2 thoughts on “Concert Review: Jeebus Brought the Awesome to Albany

  1. Hello Eric,
    I am am relatively new album critic writing reviews for a website. It’s strictly volunteer, unpaid; it’s not a job. I recently met an artist I had reviewed after their show. They had invited me to say Hi after the show for which I was on the list, so I did. It was no big deal, but it felt really creepy, almost sickening. I concluded maybe it was best not to talk to these people in person.
    It makes sense that anonymity affords one to write whatever the hell they want without warm, human emotions as a result of facetime and interactions competing with doing the job. But don’t these interactions foster a kind of community, potentially even friendships, that make the job and the world nicer for all parties? Regardless, would you recommend critics “never, ever, ever [identify themselves to musicians in the market, since it is easier to be a critic when no one knows who they are]”?
    Thanks for your opinion and for your work.


    • Hey Charles,

      It was a different time and I was in a different place then. My “day job” was actually with a secretive government agency, so it was sort of preferable for me to compartmentalize and move in the music world with a bit of stealth. (My publisher/editor knew me, of course, but beyond that, I was pretty low key). And, of course, it was also before the world of social media and the web was barely a thing yet (though I was on it from the git-go), so it was MUCH easier to be a critic without having your persona out and loud in public. My other observation at the time in the market where I was working was that there were a small group of folks who were musicians in the market, and critics in the market, and were also involved with booking shows in the market. To me, that made a lot of what they did somewhat suspect . . . whenever they played, they got great reviews (some were, indeed, great . . . but some were NOT), so that made me feel that they were just being sucked up to, so that they would not retaliate by not booking other artists, or offering vengeful reviews of their own. (I saw those things happen, more than once). So I tried to only do one of those things at at time . . . when I started booking and hosting a television show, I stopped writing paid reviews for the newspaper, and when I later began booking a venue, I stopped playing AND reviewing.
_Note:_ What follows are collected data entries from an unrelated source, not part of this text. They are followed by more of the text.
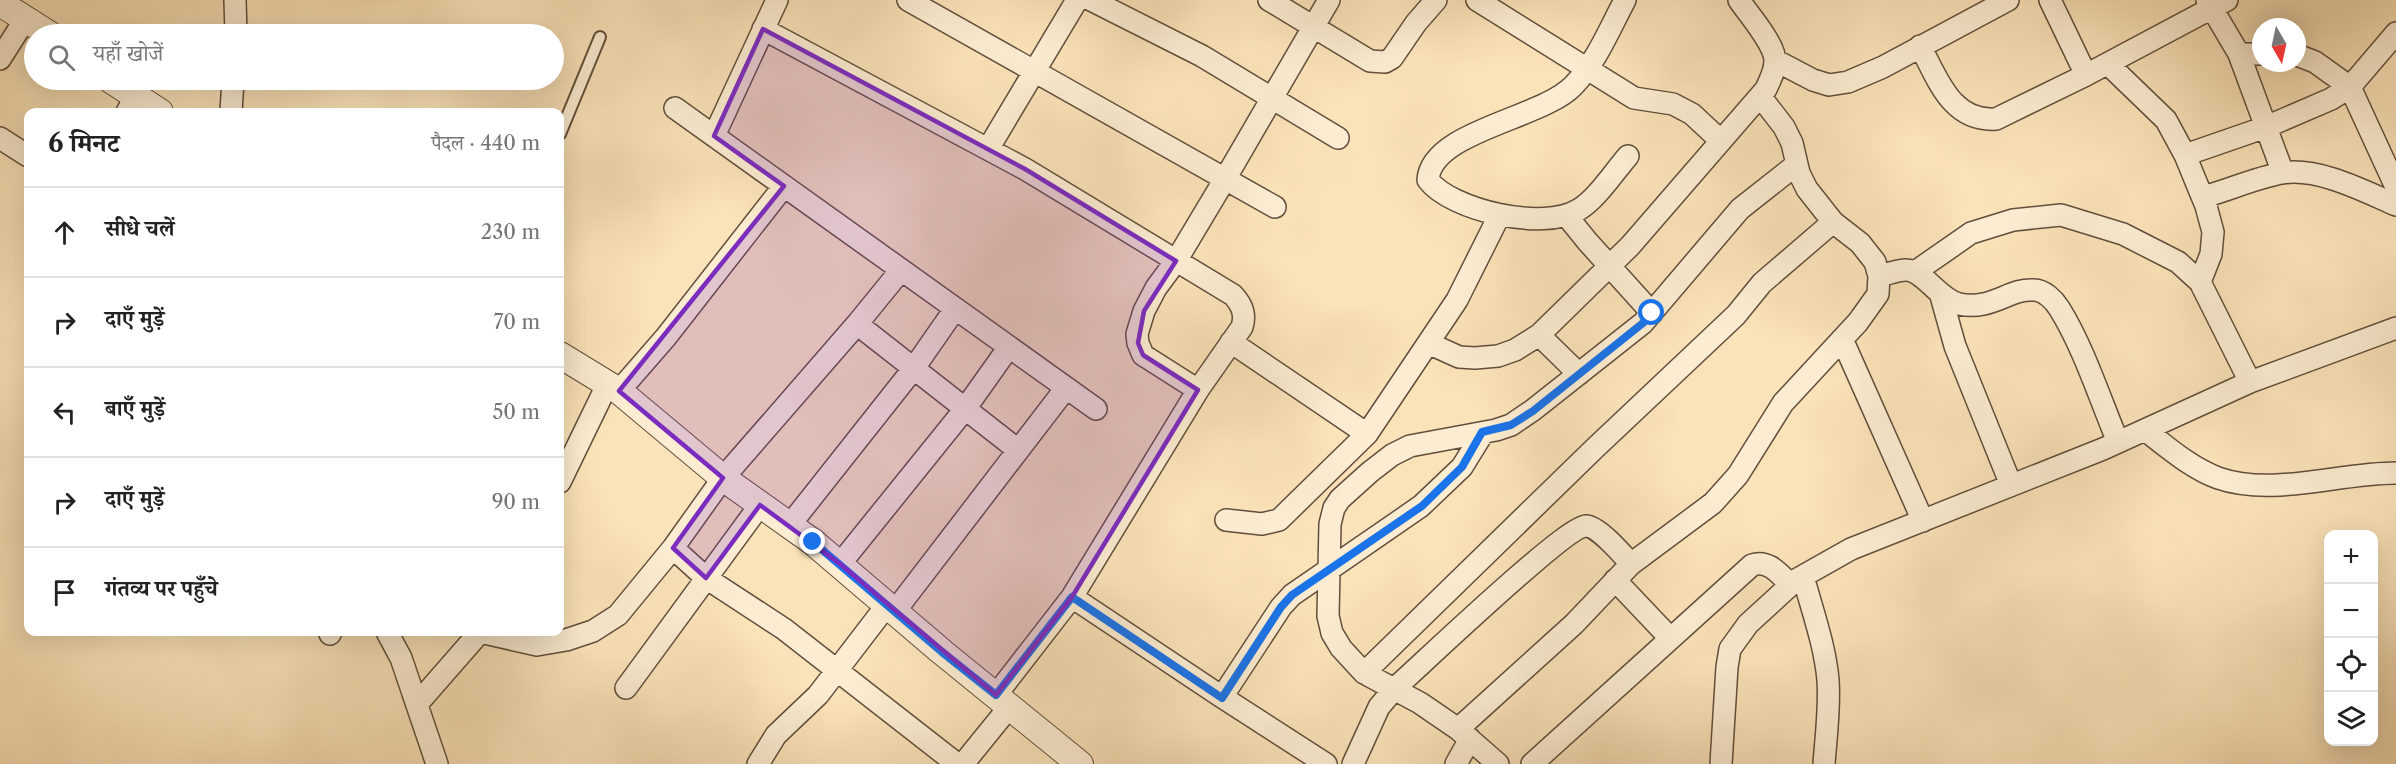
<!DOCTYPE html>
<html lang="hi">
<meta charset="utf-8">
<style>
body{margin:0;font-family:"Libre Caslon Text","Noto Serif Devanagari",serif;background:#f2f2f2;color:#222}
.controls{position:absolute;right:18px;bottom:18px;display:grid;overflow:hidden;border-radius:12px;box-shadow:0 6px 24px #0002}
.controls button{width:54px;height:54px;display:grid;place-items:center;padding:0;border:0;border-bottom:2px solid #e0e0e0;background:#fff;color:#222;font:30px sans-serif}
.compass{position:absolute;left:2252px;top:18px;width:54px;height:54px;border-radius:50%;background:#fff;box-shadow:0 6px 24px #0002;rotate:171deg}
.stop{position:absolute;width:18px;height:18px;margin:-14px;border:4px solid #1a73e8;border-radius:50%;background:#fff}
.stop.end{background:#1a73e8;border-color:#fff;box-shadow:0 2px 6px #0008}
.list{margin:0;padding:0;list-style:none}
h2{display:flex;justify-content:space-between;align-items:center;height:78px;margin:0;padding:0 24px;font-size:26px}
h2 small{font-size:20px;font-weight:400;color:#767676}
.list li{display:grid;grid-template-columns:39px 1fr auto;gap:18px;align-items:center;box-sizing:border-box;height:90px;padding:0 24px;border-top:2px solid #e0e0e0}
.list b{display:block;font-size:22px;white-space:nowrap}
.list em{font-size:20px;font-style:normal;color:#767676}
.icon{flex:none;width:33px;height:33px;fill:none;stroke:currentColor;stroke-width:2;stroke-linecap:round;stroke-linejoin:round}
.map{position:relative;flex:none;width:2396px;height:764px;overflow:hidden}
.search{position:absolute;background:#fff;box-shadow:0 6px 24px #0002;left:24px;top:24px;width:540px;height:66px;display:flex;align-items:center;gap:15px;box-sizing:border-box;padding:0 21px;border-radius:33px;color:#767676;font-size:22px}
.panel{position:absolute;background:#fff;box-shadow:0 6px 24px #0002;left:24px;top:108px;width:540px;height:528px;border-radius:12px}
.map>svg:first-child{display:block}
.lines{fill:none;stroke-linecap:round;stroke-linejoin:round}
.service-casing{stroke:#624e3c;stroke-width:14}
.minor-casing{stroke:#624e3c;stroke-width:24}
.tertiary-casing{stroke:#624e3c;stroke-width:28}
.service{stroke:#fcedd2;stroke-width:10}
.minor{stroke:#fcedd2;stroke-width:21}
.tertiary{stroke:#fcedd2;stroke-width:26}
.route{stroke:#1a73e8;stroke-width:8}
.marked{fill:#7b2cbf;fill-opacity:0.2;stroke:#7b2cbf;stroke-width:4.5;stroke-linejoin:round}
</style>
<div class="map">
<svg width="2396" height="764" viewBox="0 0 2396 764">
<rect width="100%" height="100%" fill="#fbe3b9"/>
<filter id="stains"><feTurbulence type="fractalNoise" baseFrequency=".00333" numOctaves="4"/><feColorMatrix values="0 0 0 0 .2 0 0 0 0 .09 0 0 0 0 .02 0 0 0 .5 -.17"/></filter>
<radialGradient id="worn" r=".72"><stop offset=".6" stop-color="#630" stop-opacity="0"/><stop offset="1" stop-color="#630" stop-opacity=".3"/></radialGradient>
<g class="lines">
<!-- service casing -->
<g class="service-casing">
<path id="service" d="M 560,134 L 600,37"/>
</g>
<!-- minor casing -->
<g class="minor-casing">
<path id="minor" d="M 235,0 L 236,34
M 908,0 L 1275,207
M 1091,0 L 1202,56 L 1338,138
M 1269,0 L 1370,61 L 1385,62 L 1392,58 L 1416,23 L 1436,0
M 1477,0 L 1634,98 L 1673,104 L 1692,114 L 1721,141
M 1625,0 C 1610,28 1596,63 1573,86 C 1541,119 1431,131 1428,180 C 1452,211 1544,231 1578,210 C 1596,200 1614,172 1628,156
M 2050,0 L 2086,75
M 2207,0 L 2239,54 L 2283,173
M 763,29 L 1025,169 L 1233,295 C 1242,305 1246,314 1242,327 L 1198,390 L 1072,597 L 996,695
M 1920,46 C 1938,79 1951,122 1996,119 L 2086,75 L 2227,0
M 2239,54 L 2261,54
M 2297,55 L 2315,62 L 2350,87 L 2396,187
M 0,59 L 26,18
M 1775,60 L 1813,80 L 1829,85 L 1848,82 L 1883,67 L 2008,0
M 2108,64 L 2166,120 L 2185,155 L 2206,206 L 2213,232 L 2211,254 L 2200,282
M 675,108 L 1096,409
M 127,112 L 135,97
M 231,112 L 233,80
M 714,136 L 777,0
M 0,138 L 28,156
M 988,149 L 1077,0
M 2185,155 L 2266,127 L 2331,99 L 2350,87 L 2396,33
M 2203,197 C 2229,190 2255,178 2282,173 C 2318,167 2364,191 2396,205
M 1566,215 L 1587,241 L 1652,313
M 1915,272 L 1971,233 L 2013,220 L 2061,215 L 2123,234 L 2178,262 L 2200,282 L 2250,382
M 1879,276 C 1888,274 1898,270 1906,270 C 1924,270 1938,299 1959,304 C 1992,311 2009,288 2034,290 C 2044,290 2054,300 2059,308 C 2083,346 2100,399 2118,442
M 1941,296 L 1955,346 L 2011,485
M 857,324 L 1018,450
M 1539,335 L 1579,374
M 1842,339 L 1923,521
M 1231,342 L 1367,434
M 1428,343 L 1459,357 L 1475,358 L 1498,356 L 1515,350 L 1539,335 L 1630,246 L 1766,89 C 1770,80 1775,71 1775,61 C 1775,44 1749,15 1739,0
M 1198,390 L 1143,355 L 1138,343 L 1137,334 L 1144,311 L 1156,288 L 1176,261 L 1225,179 L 1329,0
M 619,391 L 666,337 L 784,186
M 2145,430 C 2167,447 2191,468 2218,478 C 2273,497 2338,473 2396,473
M 560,482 L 607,385
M 1226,520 L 1262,524 L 1279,520 L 1367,434 L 1457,300 L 1499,216
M 789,526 L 914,368 L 955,309
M 673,548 L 706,578 L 784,629 L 957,764
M 840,564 L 965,409 L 1009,347
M 1803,576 C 1812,610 1825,645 1828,680 C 1830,708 1826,736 1824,764
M 1615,580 L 1670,638
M 1072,597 L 1222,697 L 1326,764
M 895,611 L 1066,388
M 387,632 L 401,658 L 437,764
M 480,632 L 537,645 L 566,640 L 593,631 L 618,615 L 673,548 L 723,478 L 857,324 L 901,270
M 330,634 L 331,632
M 1364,673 L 1594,449 L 1736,315 L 1762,283 L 1833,222
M 626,688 L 760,505
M 1222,697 L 1281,607 L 1292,595 L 1421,506 L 1462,467 L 1483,433
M 418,703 L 480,632
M 1458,729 L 1574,624 L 1631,564 L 1713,503 L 1738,475 L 1783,403 L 1858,322 L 1878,294 L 1879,276 L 1875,262 L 1860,243 L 1833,222 L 1807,189 L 1799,173 L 1792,143 L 1784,127 L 1760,96
M 758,764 L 776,735 L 818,695 L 887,605
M 963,764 L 1010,706
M 1353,764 L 1379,707 L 1394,689 C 1420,666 1565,527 1586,526 C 1598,526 1623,555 1631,564
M 1456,764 L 1470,739
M 1498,764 L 1458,729 L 1420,703 L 1364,673 L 1341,648 L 1332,633 L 1328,616 L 1330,524 L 1334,508 L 1340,499 L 1370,472 L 1392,455 L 1410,446 L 1496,430 L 1511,425 L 1533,410 L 1643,323 L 1740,209 L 1797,164
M 1532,764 L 1752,565 C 1769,559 1780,575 1791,585
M 1721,764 L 1727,667 L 1730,649 L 1748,624 L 1796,580 L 1851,549 L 2103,449 L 2250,382 L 2396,328"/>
</g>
<!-- tertiary casing -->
<g class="tertiary-casing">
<path id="tertiary" d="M 0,3 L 49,34
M 111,80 L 160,112
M 560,355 L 619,391 L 723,478 L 813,542 L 942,652 L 1080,764"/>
</g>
<!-- service -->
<use href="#service" class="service"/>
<!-- minor -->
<use href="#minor" class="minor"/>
<!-- tertiary -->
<use href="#tertiary" class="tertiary"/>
</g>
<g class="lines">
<!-- route -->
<path class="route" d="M 813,542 L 942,652 L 996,695 L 1072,597 L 1222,698 L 1281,607 L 1292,595 L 1422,506 L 1462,467 L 1482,432 L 1511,425 L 1533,411 L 1643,323 L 1652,313"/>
</g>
<!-- marked area -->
<path class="marked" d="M 763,29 L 1025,169 L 1176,261 L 1144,311 L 1138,343 L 1143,355 L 1198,390 L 1072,597 L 996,695 L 840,564 L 760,505 L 706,578 L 673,548 L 723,478 L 619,391 L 784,186 L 714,136 Z"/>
<rect width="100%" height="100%" filter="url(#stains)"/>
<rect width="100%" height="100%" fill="url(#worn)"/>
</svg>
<div class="controls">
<button>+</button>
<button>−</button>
<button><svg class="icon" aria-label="locate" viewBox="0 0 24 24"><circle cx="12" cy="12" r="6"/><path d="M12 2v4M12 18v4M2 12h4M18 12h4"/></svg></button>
<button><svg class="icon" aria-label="layers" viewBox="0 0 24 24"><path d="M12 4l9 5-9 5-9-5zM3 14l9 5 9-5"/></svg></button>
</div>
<svg class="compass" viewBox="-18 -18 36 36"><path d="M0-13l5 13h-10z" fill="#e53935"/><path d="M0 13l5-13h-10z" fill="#767676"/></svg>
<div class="stop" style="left:1652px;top:313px"></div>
<div class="stop end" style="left:813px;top:542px"></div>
<div class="search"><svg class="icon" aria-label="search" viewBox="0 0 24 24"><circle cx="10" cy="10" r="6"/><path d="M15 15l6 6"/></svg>यहाँ खोजें</div>
<section class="panel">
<h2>6 मिनट<small>पैदल · 440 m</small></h2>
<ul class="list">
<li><svg class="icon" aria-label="ahead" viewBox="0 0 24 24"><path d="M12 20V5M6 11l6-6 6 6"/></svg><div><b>सीधे चलें</b></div><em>230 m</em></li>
<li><svg class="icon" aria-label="right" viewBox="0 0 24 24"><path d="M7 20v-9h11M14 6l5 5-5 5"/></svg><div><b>दाएँ मुड़ें</b></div><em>70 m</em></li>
<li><svg class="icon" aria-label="left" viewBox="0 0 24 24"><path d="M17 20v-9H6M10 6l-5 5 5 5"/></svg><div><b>बाएँ मुड़ें</b></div><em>50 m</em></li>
<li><svg class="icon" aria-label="right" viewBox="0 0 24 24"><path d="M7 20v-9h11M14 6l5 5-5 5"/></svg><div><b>दाएँ मुड़ें</b></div><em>90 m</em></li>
<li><svg class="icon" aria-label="arrive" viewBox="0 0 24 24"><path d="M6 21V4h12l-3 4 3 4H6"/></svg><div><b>गंतव्य पर पहुँचे</b></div></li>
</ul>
</section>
</div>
      But, all of that being said . . . I was an active member of that music community for nearly 20 years in a variety of capacities, and I did get to know a ton of folks, many of whom I still count as dear friends, so, yes, that sense of community was important and valuable. I’m not sure that my sort of idealized version of the role of the critic would be manageable in this modern world, in terms of how reviews happen and are shared. In the early 1990s, you couldn’t look at my byline, Google “J. Eric Smith,” and find anything you wanted to know about what I looked like, where I lived, where I worked, etc. So it was easier to move about quietly then. There is one other negative factor about engaging with the musicians you review and write: sometimes they are great folks, and it’s a pleasure to meet them. Other times, uhhhh . . . not. And it can sully your appreciation for someone’s work to have them be a loathsome tool in person. I actually wrote a novel that went into depth on these issues (among other things), and I had posted a fragment that covered some of these points on this website a while back. It’s here, if you want more of my musings on the topic:

      Thanks for checking in, and for making the effort to review music . . . I think it’s important, whether done as a volunteer or as a staff member somewhere!!